By clicking “Sign up for GitHub”, you agree to our terms of service and privacy statement. We’ll occasionally send you account related emails.

Already on GitHub? Sign in to your account

This conversion to UTF-8 string is not safe #203

Closed
pghalliday opened this issue Aug 28, 2023 · 5 comments · Fixed by #204
Closed

This conversion to UTF-8 string is not safe #203

pghalliday opened this issue Aug 28, 2023 · 5 comments · Fixed by #204

Comments

@pghalliday
Copy link
Contributor

pghalliday commented Aug 28, 2023

https://github.com/esp-rs/std-training/blob/f7ce2e7d7afe520c027d836e81e1e50bd9d64caf/intro/http-client/examples/http_client.rs#L72C43-L72C43

TLDR: The linked code for reading UTF-8 breaks on the given URLs when a UTF-8 sequence is split up into chunks. The rest of this bug report is my meandering through trying to find a correct way to do this or at least a way that doesn't break. See my later comments for potential solutions

Handling split UTF-8 sequences: #203 (comment)

Handling split UTF-8 sequences and invalid UTF-8 sequences: #203 (comment)


It seems to me that there is a chance it will fail if the end of the buffer lands in the middle of a multibyte character. Or am I missing something?

i wondered if the choice of a 256 byte buffer would guarantee to keep things on character boundaries, but my understanding of UTF-8 suggests not.

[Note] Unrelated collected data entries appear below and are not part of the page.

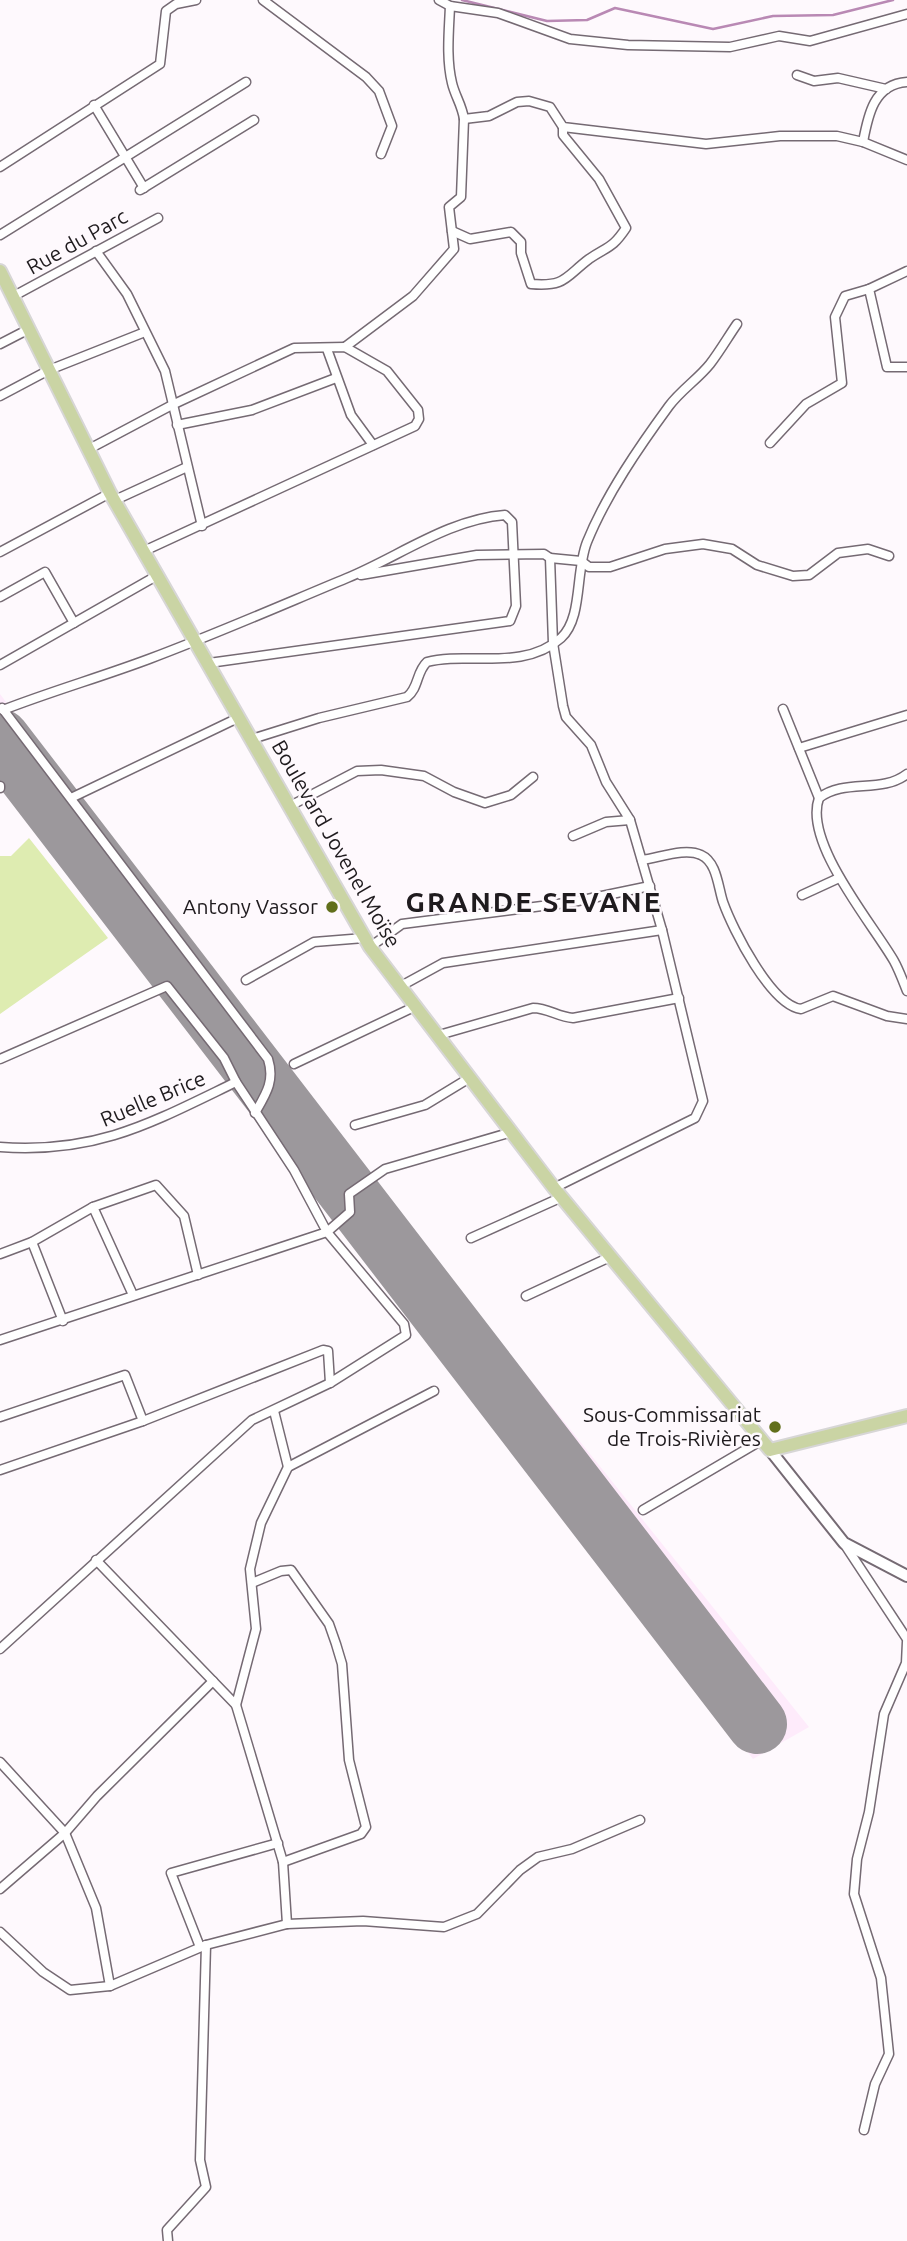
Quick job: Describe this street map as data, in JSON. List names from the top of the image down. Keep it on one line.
{"streets":{"main road":["Boulevard Jovenel Moïse"],"street":["Rue du Parc","Ruelle Brice"]},"crossings":[["Rue du Parc","Boulevard Jovenel Moïse"]],"districts":["GRANDE SEVANE"],"places":["Antony Vassor","Sous-Commissariat de Trois-Rivières"]}
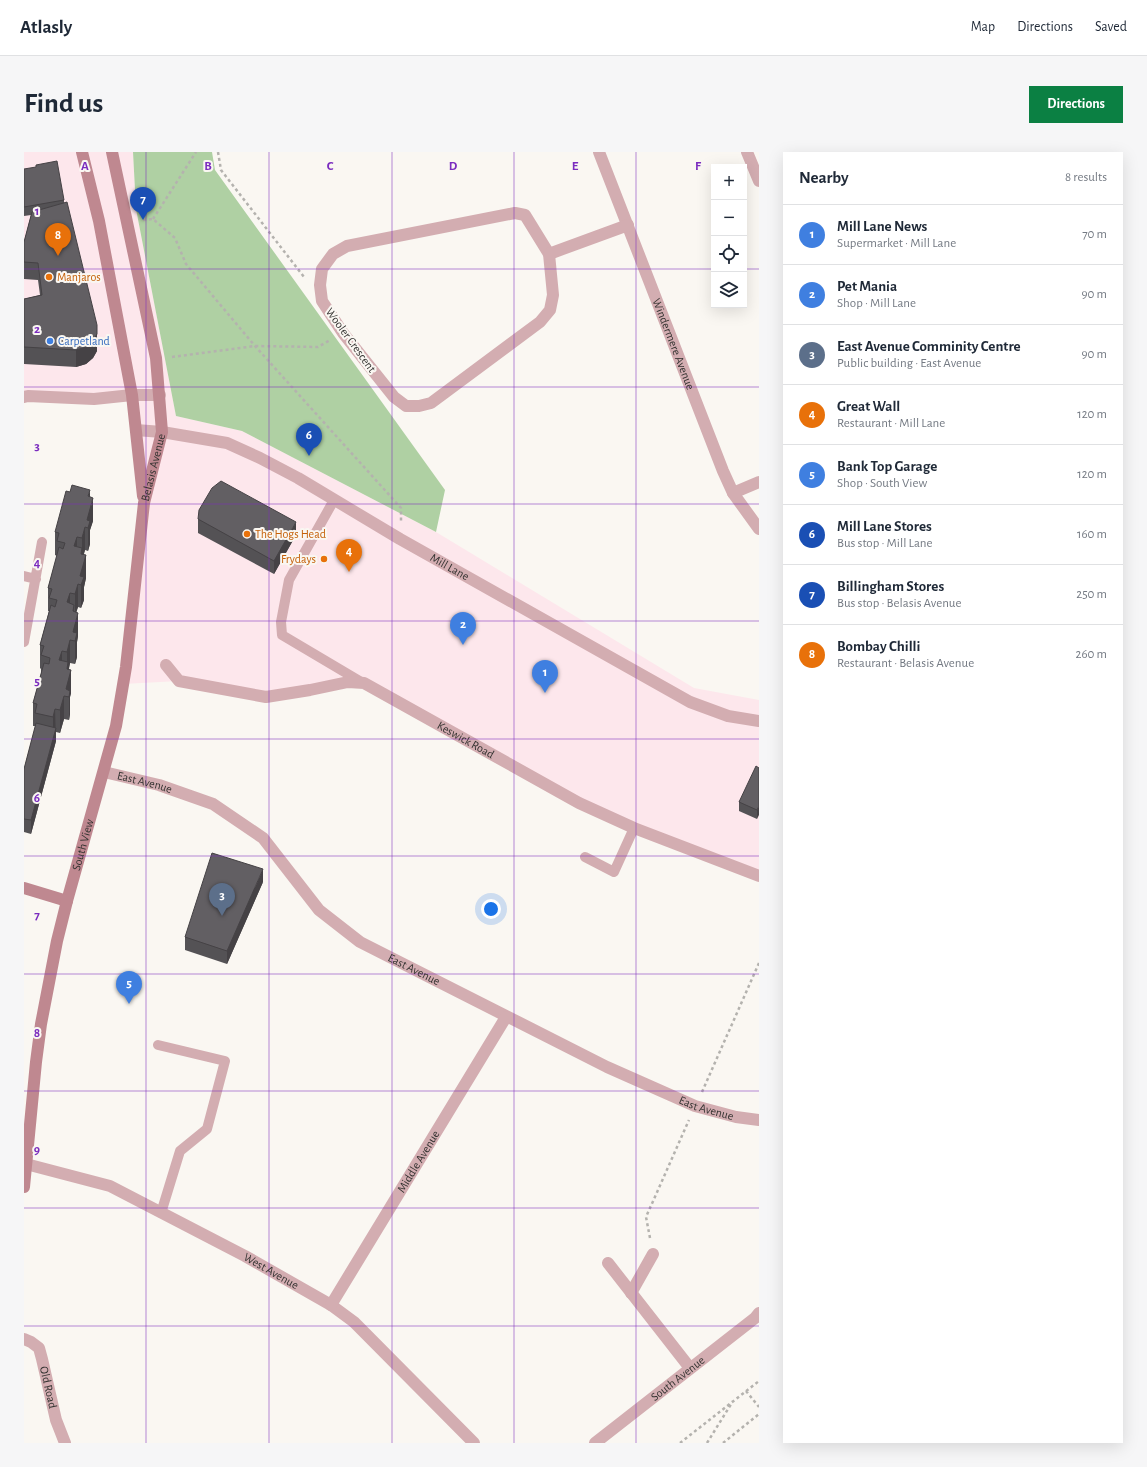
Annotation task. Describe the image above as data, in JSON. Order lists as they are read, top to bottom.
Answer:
{
  "streets": {
    "main road": ["Belasis Avenue", "South View"],
    "street": [
      "Wooler Crescent",
      "Windermere Avenue",
      "Mill Lane",
      "Keswick Road",
      "East Avenue",
      "Middle Avenue",
      "West Avenue",
      "South Avenue",
      "Old Road"
    ]
  },
  "crossings": [
    ["Belasis Avenue", "Mill Lane"],
    ["Belasis Avenue", "South View"],
    ["East Avenue", "South View"],
    ["East Avenue", "Middle Avenue"],
    ["South View", "West Avenue"],
    ["Middle Avenue", "West Avenue"]
  ],
  "places": [
    "Manjaros",
    "Carpetland",
    "The Hogs Head",
    "Frydays"
  ],
  "page": {
    "header": "Atlasly",
    "nav": ["Map", "Directions", "Saved"],
    "buttons": "Directions",
    "title": "Find us",
    "heading": ["Nearby", "8 results"],
    "map_buttons": ["+", "−"],
    "pins": [
      "7",
      "8",
      "6",
      "4",
      "2",
      "1",
      "3",
      "5"
    ],
    "list": [
      {
        "mark": "1",
        "name": "Mill Lane News",
        "note": "Supermarket · Mill Lane",
        "value": "70 m"
      },
      {
        "mark": "2",
        "name": "Pet Mania",
        "note": "Shop · Mill Lane",
        "value": "90 m"
      },
      {
        "mark": "3",
        "name": "East Avenue Comminity Centre",
        "note": "Public building · East Avenue",
        "value": "90 m"
      },
      {
        "mark": "4",
        "name": "Great Wall",
        "note": "Restaurant · Mill Lane",
        "value": "120 m"
      },
      {
        "mark": "5",
        "name": "Bank Top Garage",
        "note": "Shop · South View",
        "value": "120 m"
      },
      {
        "mark": "6",
        "name": "Mill Lane Stores",
        "note": "Bus stop · Mill Lane",
        "value": "160 m"
      },
      {
        "mark": "7",
        "name": "Billingham Stores",
        "note": "Bus stop · Belasis Avenue",
        "value": "250 m"
      },
      {
        "mark": "8",
        "name": "Bombay Chilli",
        "note": "Restaurant · Belasis Avenue",
        "value": "260 m"
      }
    ]
  },
  "grid": {
    "columns": [
      "A",
      "B",
      "C",
      "D",
      "E",
      "F"
    ],
    "rows": [
      "1",
      "2",
      "3",
      "4",
      "5",
      "6",
      "7",
      "8",
      "9"
    ]
  }
}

Googling so far has not suggested a good solution to this (from_utf8_lossy doesn't seem to solve the issue). In my own solution I pushed everything into a Vector before doing the conversion, but that is obviously problematic. The next idea I had was to let it fail then try again with one less byte until it works, while remembering to pass the remainder back when I get another buffer full, but that would be quite complicated. So if we're going to go that route it might be better to think of a proper stream handling solution that consumes only complete characters until there are no more (probably in a ring buffer or something).

Anyway I just wanted to flag this in case it is an issue that has a known solution that I missed. As it is the error condition in the context of HTML is probably quite rare as the vast majority of mark up characters are single byte.

EDIT: I realised that I didn't check if i could force an error so I just ran the example against the HTTPS request for https://espressif.com/ which I think might be full of multibyte characters and with a buffer size of 256 I ran into the following error quite quickly:

Error: incomplete utf-8 byte sequence from index 255

EDIT: If you can't tell, I'm new to rust :) I feel like we need to use something like https://docs.rs/utf8-read/latest/utf8_read/# but with the embedded_svc::io::Read trait instead of the std::io::Read trait. Given that they are analogous is there a shortcut for this (like a cast)?

EDIT: Ok I keep learning: the following works but I don't think it is efficient enough for production code - i think it would be better to have a UTF-8 reader that just returned chunks of valid UTF-8 bytes instead of converting to 4 byte chars (which then get converted back to UTF-8 by print!, never mind the cost of printing to stdout 1 character at a time!). Also this method makes it difficult to know the size in bytes:

use utf8_read::Reader;
use embedded_svc::io::adapters::ToStd;

...
            let mut reader = Reader::new(ToStd::new(response));
            for characterResult in reader.into_iter() {
                let character = characterResult?;
                print!("{}", character)
            }
...
@pghalliday pghalliday changed the title Is this conversion to UTF-8 string safe? This conversion to UTF-8 string is not safe Aug 29, 2023
@pghalliday
Copy link
Contributor Author

Ok, so I have been doing more research and have found the valid_up_to method of Utf8Error: https://doc.rust-lang.org/std/str/struct.Utf8Error.html#method.valid_up_to

I think this is the safest way to safely decode a UTF-8 response in chunks I'm likely to come up with at this time.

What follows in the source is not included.